Work instructions
Scan the records for lines with the word "from", and copy every such line.

(Stored data entries)
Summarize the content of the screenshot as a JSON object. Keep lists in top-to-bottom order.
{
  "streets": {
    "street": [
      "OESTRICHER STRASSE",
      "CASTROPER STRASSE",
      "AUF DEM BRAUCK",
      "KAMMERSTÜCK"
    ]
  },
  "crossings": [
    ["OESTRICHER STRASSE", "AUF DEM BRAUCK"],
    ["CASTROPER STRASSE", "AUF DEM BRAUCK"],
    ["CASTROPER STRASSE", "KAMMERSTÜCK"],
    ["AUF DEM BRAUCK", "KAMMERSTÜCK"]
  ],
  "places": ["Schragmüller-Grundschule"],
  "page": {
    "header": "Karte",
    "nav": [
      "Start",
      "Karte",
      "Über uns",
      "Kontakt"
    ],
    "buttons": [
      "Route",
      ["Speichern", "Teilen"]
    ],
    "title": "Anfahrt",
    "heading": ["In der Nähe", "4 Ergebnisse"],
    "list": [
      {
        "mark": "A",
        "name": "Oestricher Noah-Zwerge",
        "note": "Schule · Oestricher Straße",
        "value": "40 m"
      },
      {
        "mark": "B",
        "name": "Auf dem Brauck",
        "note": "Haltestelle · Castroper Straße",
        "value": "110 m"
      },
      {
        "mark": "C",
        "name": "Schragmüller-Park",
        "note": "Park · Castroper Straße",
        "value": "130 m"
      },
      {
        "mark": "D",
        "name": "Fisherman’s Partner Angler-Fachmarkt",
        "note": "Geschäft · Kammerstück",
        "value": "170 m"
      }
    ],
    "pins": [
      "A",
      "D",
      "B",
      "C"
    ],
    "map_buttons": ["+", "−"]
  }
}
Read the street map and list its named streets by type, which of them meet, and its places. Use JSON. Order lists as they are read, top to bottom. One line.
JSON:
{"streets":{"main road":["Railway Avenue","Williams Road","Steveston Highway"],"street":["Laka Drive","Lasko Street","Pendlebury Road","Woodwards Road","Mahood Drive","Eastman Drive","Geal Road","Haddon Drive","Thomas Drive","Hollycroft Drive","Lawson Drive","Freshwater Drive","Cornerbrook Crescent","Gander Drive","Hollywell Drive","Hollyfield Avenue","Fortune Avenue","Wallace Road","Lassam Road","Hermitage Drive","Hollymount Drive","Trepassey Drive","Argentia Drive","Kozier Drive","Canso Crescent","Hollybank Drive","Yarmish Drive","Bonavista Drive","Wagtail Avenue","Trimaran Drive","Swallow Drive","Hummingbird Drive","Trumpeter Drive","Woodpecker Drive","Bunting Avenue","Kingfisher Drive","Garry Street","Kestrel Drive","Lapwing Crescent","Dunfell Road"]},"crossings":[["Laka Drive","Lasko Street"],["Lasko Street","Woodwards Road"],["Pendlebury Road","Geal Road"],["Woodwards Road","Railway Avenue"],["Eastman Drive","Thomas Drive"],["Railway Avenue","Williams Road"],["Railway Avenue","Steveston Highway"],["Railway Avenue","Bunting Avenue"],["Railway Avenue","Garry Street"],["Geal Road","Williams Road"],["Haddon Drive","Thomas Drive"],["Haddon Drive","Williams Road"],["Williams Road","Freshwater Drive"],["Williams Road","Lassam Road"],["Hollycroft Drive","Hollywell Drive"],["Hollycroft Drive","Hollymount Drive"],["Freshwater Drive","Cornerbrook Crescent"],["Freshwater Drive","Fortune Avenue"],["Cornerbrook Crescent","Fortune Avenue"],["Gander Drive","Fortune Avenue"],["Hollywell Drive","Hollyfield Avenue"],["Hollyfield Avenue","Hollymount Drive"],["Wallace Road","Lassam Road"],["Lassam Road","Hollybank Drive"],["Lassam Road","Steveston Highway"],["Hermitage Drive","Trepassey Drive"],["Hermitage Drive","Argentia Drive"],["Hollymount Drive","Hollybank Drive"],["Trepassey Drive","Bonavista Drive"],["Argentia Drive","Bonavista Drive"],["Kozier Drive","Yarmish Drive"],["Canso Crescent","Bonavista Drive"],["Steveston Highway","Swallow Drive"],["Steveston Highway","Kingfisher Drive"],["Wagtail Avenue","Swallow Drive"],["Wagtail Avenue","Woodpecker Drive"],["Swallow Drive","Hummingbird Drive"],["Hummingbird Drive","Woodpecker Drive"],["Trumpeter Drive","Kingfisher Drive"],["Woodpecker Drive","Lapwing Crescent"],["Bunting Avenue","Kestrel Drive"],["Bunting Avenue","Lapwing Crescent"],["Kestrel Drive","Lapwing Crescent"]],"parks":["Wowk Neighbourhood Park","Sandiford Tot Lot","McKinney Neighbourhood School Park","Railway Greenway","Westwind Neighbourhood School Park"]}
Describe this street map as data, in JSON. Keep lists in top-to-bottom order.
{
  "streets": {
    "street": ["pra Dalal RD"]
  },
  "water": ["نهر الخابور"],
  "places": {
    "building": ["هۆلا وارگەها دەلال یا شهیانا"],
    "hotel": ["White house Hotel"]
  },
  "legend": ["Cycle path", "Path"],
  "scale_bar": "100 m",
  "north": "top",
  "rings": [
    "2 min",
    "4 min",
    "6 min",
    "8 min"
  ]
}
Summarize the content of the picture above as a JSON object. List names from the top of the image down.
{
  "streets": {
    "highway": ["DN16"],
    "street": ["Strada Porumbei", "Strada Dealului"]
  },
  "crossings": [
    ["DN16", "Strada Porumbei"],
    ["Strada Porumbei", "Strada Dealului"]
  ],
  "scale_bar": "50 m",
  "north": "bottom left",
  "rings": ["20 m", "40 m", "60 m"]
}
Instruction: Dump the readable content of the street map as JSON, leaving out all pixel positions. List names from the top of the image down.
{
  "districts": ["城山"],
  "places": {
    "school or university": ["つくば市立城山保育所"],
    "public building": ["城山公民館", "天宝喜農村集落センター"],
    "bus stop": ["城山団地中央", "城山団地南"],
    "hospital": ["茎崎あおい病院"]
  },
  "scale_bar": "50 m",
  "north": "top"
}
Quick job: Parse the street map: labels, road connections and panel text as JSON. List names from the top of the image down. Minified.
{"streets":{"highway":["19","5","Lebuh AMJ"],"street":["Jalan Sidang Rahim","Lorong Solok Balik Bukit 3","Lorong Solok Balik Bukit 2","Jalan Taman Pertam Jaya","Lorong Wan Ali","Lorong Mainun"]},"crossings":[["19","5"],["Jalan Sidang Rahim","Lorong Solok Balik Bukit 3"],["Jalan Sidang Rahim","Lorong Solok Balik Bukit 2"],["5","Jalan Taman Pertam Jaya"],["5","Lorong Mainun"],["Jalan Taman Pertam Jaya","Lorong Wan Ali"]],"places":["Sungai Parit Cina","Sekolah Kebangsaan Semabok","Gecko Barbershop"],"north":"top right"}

Task response
Summarize the content of the picture above as a JSON object. List names from the top of the image down.
Instruction: Dump the readable content of the street map as JSON, leaving out all pixel positions. List names from the top of the image down.
Quick job: Parse the street map: labels, road connections and panel text as JSON. List names from the top of the image down. Minified.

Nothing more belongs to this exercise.